_Try it_. Your result should be every line of the records below that contains the word "canvas".

_Record excerpts_.

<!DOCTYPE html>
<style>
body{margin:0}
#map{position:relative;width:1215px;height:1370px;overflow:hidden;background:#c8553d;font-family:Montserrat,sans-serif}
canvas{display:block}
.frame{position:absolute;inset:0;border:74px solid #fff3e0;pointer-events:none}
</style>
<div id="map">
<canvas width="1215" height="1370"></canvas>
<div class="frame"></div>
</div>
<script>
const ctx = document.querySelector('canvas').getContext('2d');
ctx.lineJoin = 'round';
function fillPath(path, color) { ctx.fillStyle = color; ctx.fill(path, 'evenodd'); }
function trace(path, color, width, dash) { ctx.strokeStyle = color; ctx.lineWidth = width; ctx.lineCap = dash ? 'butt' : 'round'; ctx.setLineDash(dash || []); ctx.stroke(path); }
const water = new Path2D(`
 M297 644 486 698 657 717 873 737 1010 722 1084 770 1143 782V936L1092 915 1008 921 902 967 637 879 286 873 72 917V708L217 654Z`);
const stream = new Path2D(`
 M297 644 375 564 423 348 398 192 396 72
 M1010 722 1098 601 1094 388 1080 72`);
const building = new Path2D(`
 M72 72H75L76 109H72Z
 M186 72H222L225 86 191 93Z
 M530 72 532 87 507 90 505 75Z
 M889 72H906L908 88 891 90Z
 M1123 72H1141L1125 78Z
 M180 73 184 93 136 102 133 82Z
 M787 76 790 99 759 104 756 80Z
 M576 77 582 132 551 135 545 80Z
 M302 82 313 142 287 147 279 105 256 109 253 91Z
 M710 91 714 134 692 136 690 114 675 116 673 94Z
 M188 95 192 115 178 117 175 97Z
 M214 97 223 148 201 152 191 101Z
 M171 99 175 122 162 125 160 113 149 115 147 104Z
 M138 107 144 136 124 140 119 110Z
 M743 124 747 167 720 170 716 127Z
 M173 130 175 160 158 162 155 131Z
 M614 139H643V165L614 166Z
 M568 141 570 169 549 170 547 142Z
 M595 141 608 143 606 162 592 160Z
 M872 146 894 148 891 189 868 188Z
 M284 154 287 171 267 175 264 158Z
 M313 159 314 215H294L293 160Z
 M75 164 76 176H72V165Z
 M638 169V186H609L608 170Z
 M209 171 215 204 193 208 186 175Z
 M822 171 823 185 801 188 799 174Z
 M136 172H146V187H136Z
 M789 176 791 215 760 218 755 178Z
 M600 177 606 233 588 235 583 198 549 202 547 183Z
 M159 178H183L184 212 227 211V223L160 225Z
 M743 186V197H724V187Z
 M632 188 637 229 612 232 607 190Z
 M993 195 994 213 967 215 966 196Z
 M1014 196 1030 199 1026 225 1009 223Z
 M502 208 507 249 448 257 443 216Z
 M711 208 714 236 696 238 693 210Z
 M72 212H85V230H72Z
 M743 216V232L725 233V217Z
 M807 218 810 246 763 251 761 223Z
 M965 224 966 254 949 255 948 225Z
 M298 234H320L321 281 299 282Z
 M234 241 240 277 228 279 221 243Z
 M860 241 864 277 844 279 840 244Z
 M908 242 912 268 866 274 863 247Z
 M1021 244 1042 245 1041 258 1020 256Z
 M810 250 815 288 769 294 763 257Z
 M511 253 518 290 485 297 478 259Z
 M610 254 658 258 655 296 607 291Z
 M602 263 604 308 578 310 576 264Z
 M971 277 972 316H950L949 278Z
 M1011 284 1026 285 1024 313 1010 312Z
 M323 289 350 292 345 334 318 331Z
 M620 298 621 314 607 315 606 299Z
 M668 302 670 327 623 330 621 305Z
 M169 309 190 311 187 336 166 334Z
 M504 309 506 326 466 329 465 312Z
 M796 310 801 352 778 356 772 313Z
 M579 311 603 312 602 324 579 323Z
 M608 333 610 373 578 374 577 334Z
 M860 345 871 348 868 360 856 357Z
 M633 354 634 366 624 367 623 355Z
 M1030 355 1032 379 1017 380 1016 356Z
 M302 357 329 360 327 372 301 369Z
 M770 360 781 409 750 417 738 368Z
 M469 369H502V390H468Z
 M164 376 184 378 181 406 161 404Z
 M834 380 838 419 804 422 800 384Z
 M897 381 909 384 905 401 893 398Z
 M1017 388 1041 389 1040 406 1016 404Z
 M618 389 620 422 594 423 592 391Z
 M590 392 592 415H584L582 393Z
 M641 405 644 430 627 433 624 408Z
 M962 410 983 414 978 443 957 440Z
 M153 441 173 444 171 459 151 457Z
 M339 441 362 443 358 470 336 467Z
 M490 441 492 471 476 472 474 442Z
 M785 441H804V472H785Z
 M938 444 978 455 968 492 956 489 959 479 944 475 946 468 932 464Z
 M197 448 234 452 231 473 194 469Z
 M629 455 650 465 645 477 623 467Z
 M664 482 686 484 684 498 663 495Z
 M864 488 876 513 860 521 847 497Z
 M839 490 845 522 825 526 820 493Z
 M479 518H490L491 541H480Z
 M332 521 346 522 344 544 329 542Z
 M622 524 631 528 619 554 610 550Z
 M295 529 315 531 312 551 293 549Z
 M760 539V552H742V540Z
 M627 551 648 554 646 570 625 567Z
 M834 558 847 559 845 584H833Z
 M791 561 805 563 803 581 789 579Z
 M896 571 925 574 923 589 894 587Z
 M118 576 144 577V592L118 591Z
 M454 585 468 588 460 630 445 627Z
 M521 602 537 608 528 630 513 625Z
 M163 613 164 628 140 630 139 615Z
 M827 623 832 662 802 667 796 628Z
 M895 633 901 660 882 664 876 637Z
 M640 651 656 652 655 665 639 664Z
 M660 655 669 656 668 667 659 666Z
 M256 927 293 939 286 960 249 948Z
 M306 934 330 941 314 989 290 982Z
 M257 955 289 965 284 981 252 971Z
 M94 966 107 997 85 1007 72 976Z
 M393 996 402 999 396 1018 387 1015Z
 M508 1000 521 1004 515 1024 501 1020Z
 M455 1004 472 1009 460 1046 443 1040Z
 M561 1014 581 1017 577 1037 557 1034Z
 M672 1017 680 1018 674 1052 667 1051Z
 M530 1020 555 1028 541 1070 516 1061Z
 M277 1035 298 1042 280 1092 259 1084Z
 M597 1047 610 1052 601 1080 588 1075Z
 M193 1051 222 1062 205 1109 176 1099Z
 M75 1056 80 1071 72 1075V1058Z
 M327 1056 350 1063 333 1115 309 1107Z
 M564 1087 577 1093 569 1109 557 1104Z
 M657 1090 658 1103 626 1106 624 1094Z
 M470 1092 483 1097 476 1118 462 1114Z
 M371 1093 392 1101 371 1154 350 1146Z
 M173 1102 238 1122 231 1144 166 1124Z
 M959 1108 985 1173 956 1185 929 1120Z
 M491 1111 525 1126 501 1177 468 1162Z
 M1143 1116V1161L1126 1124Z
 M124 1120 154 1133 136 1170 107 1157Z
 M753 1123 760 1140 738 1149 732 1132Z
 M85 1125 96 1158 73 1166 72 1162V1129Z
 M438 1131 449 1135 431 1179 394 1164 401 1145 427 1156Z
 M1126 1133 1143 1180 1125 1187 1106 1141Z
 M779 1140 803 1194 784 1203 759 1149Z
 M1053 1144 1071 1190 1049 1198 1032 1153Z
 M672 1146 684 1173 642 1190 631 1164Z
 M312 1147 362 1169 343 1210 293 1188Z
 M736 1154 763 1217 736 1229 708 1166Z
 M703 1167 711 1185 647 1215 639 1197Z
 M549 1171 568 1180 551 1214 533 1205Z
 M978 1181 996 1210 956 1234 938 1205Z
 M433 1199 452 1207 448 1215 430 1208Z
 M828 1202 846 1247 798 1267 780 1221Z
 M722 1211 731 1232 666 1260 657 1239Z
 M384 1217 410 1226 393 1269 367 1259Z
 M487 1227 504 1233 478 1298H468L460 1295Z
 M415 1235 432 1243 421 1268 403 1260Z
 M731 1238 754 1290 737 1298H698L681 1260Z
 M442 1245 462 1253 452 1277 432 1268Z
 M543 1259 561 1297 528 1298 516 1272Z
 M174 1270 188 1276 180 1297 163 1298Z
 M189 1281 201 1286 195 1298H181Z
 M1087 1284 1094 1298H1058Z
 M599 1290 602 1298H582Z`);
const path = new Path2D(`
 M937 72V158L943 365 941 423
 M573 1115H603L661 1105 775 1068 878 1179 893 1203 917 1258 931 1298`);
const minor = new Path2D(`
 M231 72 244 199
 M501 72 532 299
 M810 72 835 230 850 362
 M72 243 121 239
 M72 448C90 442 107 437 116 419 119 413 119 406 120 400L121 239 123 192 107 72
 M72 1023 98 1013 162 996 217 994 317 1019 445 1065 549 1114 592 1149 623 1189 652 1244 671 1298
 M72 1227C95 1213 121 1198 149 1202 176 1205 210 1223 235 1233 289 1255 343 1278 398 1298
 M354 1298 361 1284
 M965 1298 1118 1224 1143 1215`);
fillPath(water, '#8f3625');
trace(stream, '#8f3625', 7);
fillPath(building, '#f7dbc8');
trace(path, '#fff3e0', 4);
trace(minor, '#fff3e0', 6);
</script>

_Solution to the problem_.
canvas{display:block}
<canvas width="1215" height="1370"></canvas>
const ctx = document.querySelector('canvas').getContext('2d');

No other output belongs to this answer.